Он смотрит на Алену, весь охваченный сомнением, но, встретив ее насмешливый взгляд, быстро хватает авторучку и размашисто подписывает.
– Так… Кровью скреплять не надо, чернила надежнее. Теперь, дорогой, – произносит Алена, складывая бумагу и пряча ее в разрез платья, – я разрешаю вам припасть к моей руке.
Она протягивает руку. Сатанеев, пав на одно колено, надолго присасывается к ее ладони.
– Поскольку мой старичок вел себя хорошо и не упирался, – говорит Алена, – мы объявим о нашей помолвке завтра на новогоднем балу. И будем танцевать до упаду! – многозначительно добавляет она.
Иван в мотоциклетной каске, со следами извести на плечах, молча потирает ушибленную руку. Ковров, наверное, уже в который раз объясняет ему:
– Пойми наконец, для того чтобы проходить сквозь стены, нужно только три условия – видеть цель, верить в себя и не замечать препятствия. Понял? Вот, смотри.
Сделав рукой какое-то едва заметное движение, он ринулся прямо на кирпичную стену и легко исчез в ней. Потом так же легко появился и скомандовал:
– Давай, пошел!
Иван, сцепив челюсти так, что скулы побелели, бросился вперед и врезался в стену. Брыль вовремя подхватил его.
Сидящие на верстаке Верочка и Катенька тихонько прыснули.
– Не штурмуй стену, это не дзот, – принялся вновь объяснять Ковров. – Не замечай ее, понял?
– Понял, – ответствовал Иван и снова врезался в кирпич.
– Либо убьется, либо покалечится, – определил Брыль, которому изрядно надоело ловить Пухова.
Ковров насупился. Потом посмотрел на притихших девушек.
– Все понятно, – тяжело вздохнула Верочка. – Придется жертвовать собой. Пойду напрошусь к Алене в горничные на сегодня. С некоторых пор она это очень любит…
– Я с тобой, – тяжело вздохнула Катенька. – Ой, товарищи, когда-нибудь она меня заколдует, в прах обратит.
– Не бойся, восстановим, – пообещал Ковров.
– Мы дверь не запрем, – деловито сказала Верочка. – В кухонное окно фонариком помигаем, когда идти можно будет.

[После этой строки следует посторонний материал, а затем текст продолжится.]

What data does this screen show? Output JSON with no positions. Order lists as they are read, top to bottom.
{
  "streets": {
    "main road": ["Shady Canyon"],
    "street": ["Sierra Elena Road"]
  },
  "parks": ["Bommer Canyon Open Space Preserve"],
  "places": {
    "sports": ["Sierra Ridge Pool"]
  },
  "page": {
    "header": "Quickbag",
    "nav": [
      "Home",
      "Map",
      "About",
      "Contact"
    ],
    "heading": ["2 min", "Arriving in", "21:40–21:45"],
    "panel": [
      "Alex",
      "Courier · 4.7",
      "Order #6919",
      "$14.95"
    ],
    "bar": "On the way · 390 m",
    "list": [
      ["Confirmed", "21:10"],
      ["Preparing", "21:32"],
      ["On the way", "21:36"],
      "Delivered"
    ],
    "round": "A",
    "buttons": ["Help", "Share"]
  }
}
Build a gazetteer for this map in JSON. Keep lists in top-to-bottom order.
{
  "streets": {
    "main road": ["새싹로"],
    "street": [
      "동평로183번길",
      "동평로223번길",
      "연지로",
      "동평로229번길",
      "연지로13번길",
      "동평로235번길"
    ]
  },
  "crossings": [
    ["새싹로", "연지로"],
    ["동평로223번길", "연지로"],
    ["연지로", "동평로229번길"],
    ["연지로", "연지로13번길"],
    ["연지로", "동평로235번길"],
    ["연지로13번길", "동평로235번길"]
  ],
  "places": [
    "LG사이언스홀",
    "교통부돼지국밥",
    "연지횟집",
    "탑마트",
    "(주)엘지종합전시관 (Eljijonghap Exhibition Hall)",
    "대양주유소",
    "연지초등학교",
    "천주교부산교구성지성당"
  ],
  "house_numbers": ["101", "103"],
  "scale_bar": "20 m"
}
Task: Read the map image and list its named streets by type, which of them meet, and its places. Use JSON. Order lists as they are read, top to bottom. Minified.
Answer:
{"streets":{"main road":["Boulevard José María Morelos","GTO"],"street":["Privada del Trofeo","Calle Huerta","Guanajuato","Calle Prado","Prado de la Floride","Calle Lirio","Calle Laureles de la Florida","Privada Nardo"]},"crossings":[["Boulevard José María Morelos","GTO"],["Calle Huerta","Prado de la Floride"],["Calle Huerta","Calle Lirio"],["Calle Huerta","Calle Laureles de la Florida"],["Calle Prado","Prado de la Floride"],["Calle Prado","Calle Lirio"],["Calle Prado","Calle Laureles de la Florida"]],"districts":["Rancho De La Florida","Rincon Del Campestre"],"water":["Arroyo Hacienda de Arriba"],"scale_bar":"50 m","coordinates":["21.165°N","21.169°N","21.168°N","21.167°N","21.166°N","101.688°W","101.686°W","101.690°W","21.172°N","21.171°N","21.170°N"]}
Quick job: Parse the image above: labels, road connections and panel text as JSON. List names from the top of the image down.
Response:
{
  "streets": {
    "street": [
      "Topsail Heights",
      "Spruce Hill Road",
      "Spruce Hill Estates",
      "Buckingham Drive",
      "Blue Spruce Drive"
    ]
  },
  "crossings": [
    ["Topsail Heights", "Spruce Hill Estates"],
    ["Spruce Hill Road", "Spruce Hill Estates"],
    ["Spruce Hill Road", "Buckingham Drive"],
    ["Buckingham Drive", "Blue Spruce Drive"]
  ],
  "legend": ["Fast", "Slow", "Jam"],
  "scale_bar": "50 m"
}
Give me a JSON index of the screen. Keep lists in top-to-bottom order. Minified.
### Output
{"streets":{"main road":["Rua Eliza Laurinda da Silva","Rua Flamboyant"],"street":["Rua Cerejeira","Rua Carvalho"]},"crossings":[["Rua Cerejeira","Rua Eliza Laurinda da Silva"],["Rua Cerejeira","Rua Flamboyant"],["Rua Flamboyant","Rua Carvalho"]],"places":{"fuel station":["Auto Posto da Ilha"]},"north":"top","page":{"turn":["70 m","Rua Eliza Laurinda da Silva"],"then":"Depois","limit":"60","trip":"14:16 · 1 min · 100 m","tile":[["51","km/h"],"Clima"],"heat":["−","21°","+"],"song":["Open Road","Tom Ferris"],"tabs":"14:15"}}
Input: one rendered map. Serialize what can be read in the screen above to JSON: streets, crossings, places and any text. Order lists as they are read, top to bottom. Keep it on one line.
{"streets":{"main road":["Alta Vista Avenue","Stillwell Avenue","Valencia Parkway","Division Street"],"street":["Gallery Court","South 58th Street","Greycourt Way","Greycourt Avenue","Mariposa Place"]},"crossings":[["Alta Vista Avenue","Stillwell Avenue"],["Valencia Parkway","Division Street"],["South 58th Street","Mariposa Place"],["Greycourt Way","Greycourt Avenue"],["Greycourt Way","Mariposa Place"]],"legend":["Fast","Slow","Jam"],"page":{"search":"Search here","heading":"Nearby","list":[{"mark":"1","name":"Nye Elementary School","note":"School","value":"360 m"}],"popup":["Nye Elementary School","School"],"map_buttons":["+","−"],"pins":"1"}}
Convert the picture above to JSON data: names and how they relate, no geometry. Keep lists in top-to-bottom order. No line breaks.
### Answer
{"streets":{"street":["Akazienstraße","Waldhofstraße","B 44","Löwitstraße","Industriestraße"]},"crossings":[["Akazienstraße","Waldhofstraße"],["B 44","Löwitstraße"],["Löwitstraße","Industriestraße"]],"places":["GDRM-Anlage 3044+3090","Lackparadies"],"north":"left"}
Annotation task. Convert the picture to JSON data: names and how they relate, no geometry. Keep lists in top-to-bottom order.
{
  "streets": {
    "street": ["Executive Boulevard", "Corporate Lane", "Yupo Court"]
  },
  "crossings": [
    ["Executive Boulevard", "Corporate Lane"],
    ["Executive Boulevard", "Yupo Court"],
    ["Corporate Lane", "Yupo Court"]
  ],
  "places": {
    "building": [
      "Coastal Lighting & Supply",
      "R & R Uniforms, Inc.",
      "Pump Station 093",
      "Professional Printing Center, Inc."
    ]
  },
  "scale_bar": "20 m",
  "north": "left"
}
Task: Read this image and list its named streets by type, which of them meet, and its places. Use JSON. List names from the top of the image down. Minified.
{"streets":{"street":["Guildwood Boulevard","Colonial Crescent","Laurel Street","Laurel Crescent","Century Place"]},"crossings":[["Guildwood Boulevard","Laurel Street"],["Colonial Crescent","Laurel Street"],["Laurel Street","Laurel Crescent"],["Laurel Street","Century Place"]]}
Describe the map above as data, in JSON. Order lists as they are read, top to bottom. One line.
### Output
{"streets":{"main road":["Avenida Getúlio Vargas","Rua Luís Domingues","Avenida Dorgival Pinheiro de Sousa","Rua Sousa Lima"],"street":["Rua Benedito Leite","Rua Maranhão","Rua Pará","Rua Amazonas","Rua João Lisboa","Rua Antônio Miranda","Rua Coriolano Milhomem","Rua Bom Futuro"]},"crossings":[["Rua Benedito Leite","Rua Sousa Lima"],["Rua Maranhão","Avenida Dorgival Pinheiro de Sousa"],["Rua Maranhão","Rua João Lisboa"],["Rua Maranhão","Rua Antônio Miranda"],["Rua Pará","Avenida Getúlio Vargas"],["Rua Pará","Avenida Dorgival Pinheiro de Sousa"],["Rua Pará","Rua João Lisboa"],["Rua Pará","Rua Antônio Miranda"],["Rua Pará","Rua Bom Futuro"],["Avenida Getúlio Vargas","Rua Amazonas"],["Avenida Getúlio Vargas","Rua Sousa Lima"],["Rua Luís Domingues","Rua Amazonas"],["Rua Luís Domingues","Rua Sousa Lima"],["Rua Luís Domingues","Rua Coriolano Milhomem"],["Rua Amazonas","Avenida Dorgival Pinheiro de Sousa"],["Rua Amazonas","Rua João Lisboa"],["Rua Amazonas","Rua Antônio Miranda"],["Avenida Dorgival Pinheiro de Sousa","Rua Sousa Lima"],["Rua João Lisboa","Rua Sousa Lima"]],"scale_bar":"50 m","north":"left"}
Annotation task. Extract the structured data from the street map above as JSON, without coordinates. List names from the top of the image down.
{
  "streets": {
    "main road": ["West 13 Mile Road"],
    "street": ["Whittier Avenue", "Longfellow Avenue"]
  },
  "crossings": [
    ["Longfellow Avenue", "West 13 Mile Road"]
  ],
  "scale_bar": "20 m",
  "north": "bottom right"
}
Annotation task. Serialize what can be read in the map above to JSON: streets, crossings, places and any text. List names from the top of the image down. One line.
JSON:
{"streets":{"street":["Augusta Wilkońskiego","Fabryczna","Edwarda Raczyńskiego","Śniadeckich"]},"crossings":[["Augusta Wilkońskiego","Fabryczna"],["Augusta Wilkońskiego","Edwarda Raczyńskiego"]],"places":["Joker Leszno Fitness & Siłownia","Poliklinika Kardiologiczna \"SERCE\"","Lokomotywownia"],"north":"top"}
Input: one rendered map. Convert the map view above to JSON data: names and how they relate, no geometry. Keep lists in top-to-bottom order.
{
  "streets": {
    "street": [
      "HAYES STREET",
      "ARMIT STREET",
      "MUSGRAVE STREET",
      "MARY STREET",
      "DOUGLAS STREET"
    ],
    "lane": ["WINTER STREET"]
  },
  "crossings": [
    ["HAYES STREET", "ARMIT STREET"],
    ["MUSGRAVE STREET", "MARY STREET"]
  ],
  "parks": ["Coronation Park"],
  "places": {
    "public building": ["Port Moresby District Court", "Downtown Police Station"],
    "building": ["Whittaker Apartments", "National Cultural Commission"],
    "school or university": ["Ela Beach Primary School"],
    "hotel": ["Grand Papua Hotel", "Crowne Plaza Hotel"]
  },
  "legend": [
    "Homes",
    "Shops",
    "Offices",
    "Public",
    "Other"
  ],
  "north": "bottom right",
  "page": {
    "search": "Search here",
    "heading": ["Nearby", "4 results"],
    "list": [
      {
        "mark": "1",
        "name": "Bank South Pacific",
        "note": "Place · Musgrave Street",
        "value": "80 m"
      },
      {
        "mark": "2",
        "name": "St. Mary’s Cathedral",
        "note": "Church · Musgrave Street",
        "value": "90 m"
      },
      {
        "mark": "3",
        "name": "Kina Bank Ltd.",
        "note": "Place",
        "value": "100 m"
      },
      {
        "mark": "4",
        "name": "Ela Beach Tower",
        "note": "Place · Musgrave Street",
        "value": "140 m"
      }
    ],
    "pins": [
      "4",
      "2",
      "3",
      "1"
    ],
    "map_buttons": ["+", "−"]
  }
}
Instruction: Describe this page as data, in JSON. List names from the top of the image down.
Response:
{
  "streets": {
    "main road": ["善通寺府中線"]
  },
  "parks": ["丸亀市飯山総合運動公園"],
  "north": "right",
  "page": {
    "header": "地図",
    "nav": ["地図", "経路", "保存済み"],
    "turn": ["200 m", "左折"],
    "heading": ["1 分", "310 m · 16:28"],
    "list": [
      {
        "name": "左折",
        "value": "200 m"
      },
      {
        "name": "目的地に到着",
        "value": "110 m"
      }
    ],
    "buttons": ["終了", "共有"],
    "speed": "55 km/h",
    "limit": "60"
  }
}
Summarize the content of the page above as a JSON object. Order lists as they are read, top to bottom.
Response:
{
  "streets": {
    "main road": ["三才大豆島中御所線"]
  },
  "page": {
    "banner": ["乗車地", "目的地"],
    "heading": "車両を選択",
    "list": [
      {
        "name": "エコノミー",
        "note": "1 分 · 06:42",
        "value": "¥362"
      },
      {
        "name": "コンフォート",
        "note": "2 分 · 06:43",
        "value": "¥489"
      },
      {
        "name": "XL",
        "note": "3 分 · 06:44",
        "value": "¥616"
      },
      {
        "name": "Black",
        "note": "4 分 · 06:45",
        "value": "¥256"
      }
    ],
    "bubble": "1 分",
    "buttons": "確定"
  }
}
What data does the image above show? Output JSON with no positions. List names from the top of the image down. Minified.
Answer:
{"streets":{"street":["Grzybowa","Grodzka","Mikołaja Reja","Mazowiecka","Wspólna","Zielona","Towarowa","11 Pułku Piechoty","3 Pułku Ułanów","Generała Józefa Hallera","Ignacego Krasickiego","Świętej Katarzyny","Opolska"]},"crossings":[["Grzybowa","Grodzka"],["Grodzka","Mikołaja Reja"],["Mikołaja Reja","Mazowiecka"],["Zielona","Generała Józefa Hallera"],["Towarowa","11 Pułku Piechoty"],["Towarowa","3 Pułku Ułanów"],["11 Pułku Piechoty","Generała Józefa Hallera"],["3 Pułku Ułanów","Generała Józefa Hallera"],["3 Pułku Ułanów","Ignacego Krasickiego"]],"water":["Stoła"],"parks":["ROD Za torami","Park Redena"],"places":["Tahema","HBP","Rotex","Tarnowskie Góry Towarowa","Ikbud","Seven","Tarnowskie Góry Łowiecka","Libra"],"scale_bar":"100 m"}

– Только пойми, Иван, во сне она прежняя, но если до поцелуя разбудишь – беды не миновать, – напомнил Ковров.
– Я помню, – кивнул Иван.
В своей квартире Сатанеев поздно ночью сидит за столом, заваленным справочниками и журналами. На коленях его лежит открытая «Медицинская энциклопедия». В руках у Сатанеева – ярко иллюстрированное издание «Конька-Горбунка». Он с ужасом рассматривает сочные изображении кипящих котлов с торчащими из них худыми ногами.
– Бух в котел – и там сварился… – дрожащим голосом произносит он, отшвыривая книгу и хватаясь за «Энциклопедию». – Ожог… третьей степени… Нет, это немыслимо!
Сатанеев глубоко задумывается, вертя в пальцах большой карандаш, которым делал пометки. Неожиданно лицо его озаряется радостью.
– Кажется, придумал!
И перед мысленным взором Сатанеева возникает кованый ларец в кабинете Киры. Он видит, как медленно, словно во сне, открывается фигурная крышка ларца, из глубины его так же медленно и торжественно выплывает волшебная палочка, не отличающаяся внешне от карандаша в его руках.
– Нашел! – шепотом говорит он, прижимая дрожащими руками карандаш к бурно вздымающемуся животу.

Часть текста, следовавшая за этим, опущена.